Indigenous Literature

Editor’s Pick

La tarde de los sucesos definitivos by Carlos Manuel Álvarez

Carlos Manuel Álvarez debuted with a collection of seven short stories that, taken together, form the emotional geography of Havana, where its characters cross paths in the narrow streets, on the Malecón or in the beca (a student dormitory). Far from enchanting, this is a brutal look at migrations, broken relationships, and slippery slopes. Even though the Chilean author Enrique Lihn and the Cuban poet Ángel Escobar – who apparently has not committed suicide, but rather chosen to open a bookstore in some parallel, invisible world – make appearances, this book manages not to step in the footprints of previous generations. Rather, it walks its own path: that of contemporary Cuba and the children of the nineties. La tarde de los sucesos definitivos does not hesitate to be experimental, but at the same time it does not fear to propose a prose based in realism and pushed forward naturally in a way that only one who trusts in his own talent can accomplish.

Amora by Natalia Borges Polesso

It would be unfair to state that the stories found in Amora are merely about homosexual relationships between women.
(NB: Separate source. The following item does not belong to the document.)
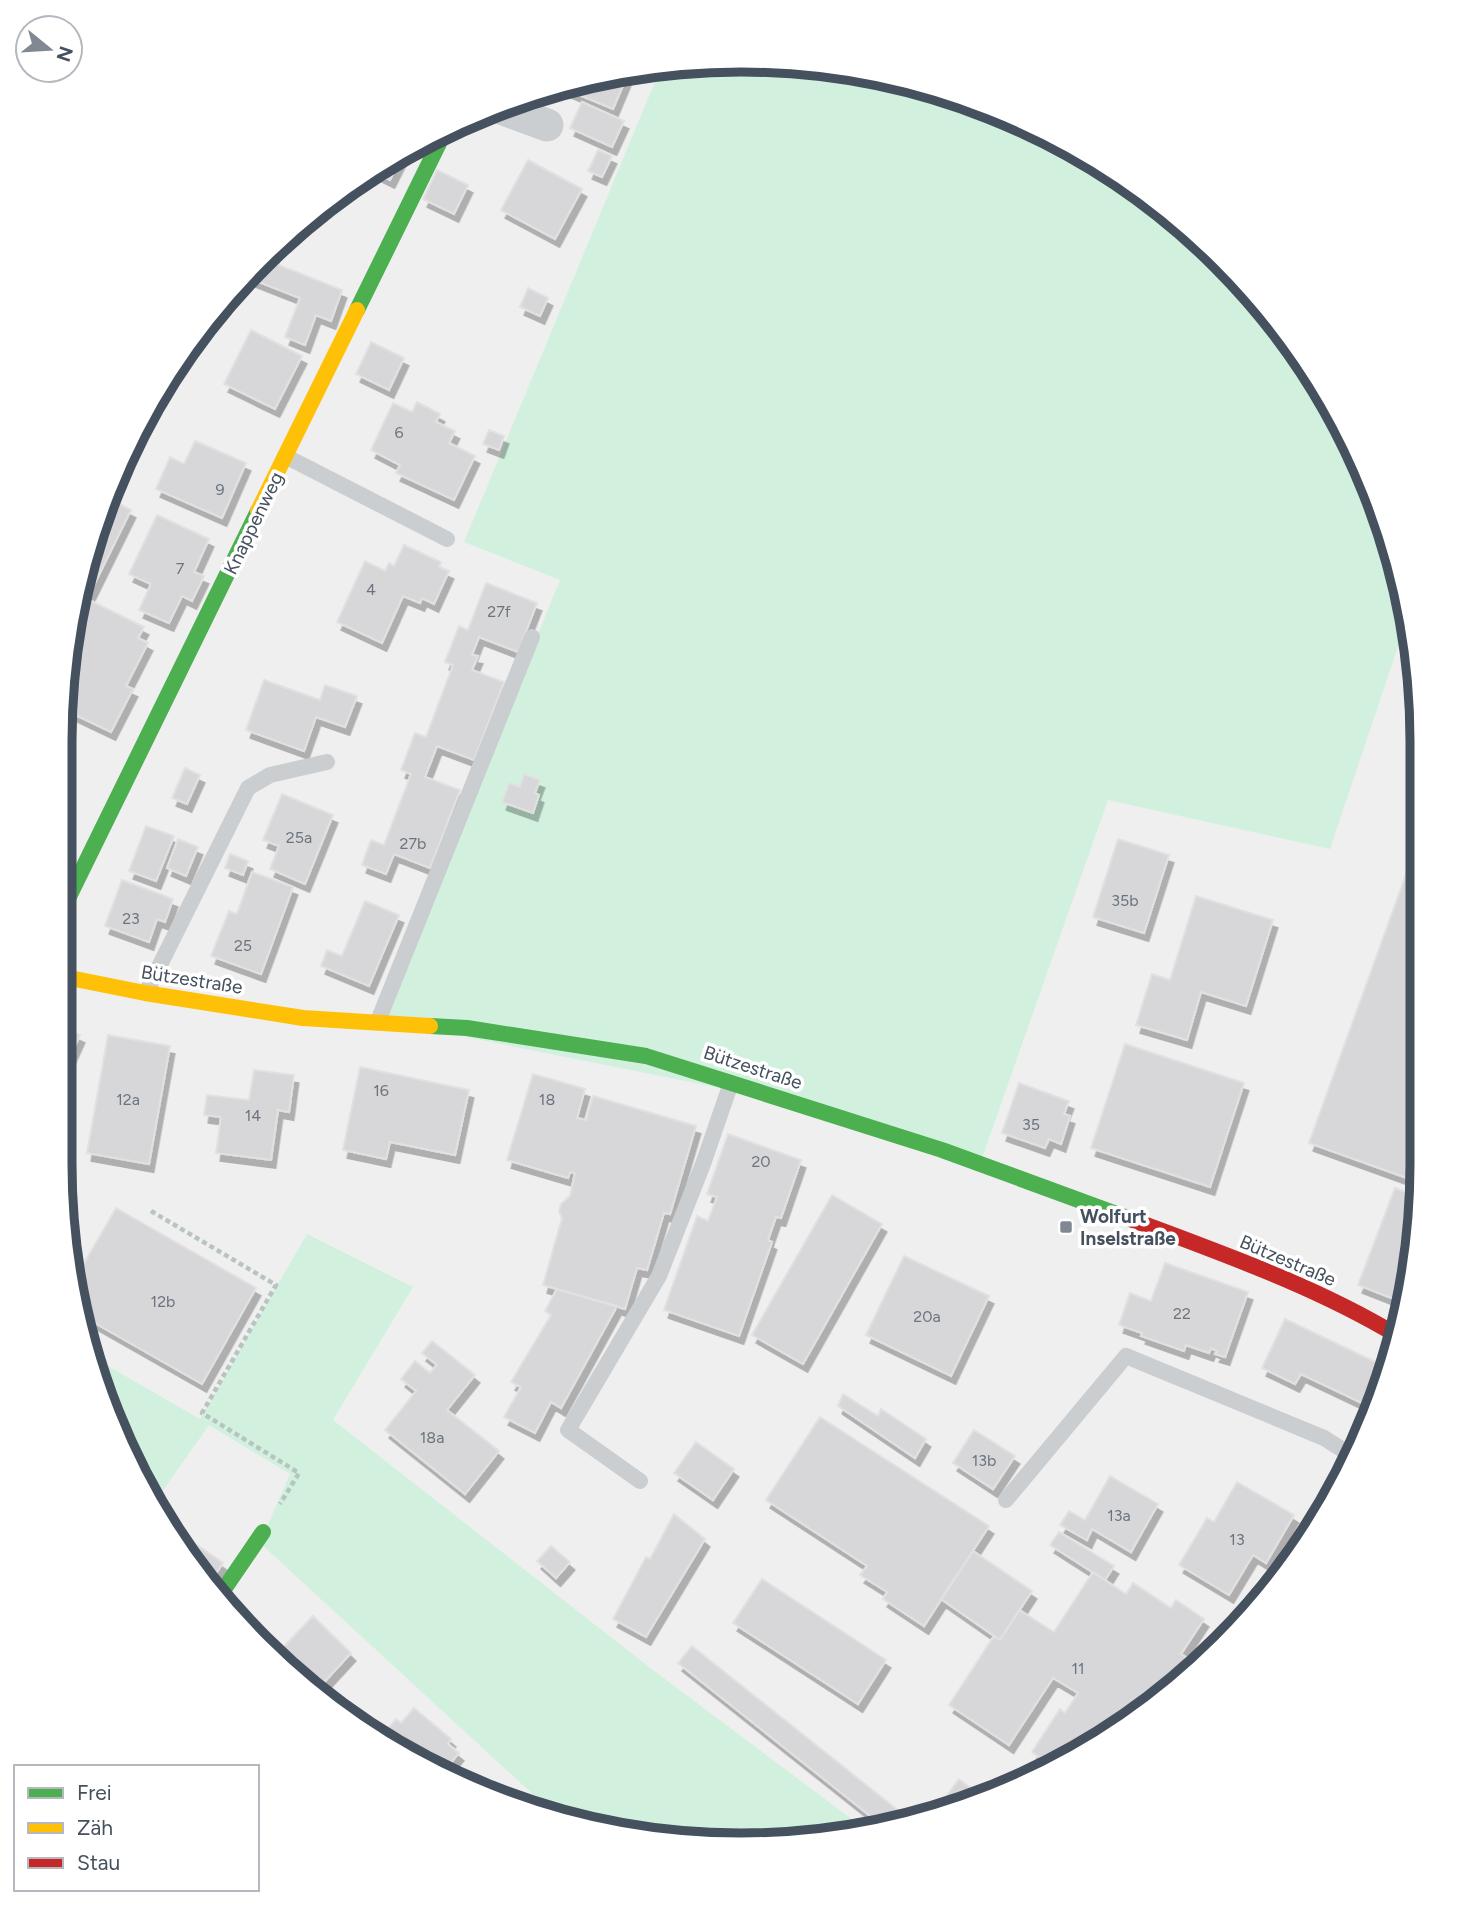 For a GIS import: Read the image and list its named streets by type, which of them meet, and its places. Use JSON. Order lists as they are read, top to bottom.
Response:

Marvel, surprise and fear are also found in the text. We find ourselves beside ourselves, above all when the book departs from the bounds of normalcy and is allowed to explore challenges and to change the impossible, continuing with its transformative process. It is necessary to advance and explore the unknown, destabilizing all structures so that one can ultimately arrive at the calm of honest living.